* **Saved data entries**
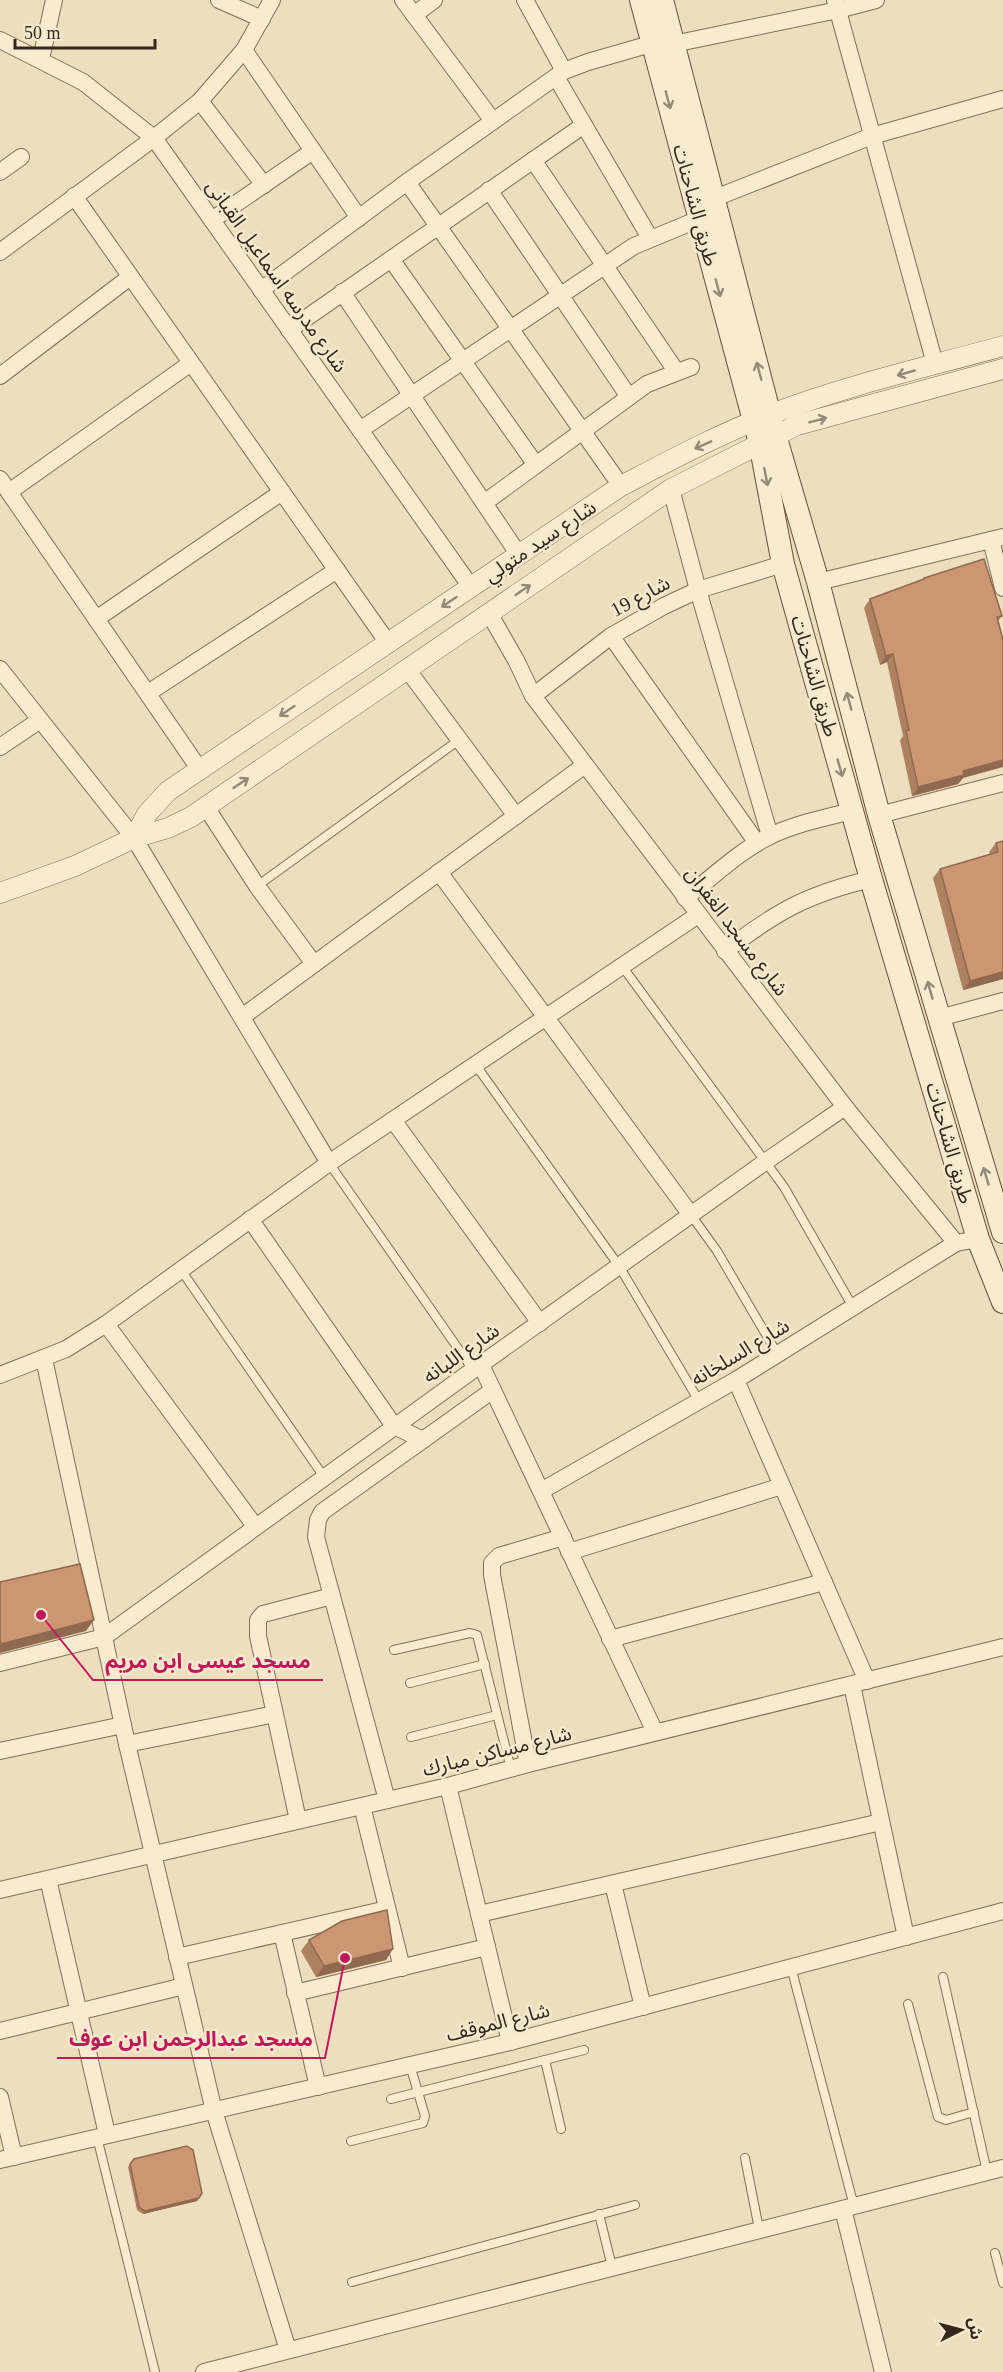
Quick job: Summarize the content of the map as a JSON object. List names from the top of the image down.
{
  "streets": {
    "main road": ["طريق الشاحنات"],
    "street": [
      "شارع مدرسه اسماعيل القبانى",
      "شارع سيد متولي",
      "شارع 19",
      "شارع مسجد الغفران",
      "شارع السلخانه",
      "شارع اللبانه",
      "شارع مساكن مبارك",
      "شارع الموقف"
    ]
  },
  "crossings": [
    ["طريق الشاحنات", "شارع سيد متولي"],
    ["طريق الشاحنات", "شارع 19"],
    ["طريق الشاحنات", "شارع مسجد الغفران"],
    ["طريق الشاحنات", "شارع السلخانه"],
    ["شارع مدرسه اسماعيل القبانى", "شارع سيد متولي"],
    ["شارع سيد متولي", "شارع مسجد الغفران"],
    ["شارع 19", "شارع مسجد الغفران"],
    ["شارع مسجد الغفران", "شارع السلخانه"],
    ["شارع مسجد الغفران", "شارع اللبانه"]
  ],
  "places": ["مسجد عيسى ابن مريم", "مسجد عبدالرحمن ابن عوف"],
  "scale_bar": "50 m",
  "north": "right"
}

* **AIM OF THE EXERCISE**
Look through the entries for the string "الغفران". Every line that has it belongs in the answer.

* **YOUR SOLUTION**
      "شارع مسجد الغفران",
    ["طريق الشاحنات", "شارع مسجد الغفران"],
    ["شارع سيد متولي", "شارع مسجد الغفران"],
    ["شارع 19", "شارع مسجد الغفران"],
    ["شارع مسجد الغفران", "شارع السلخانه"],
    ["شارع مسجد الغفران", "شارع اللبانه"]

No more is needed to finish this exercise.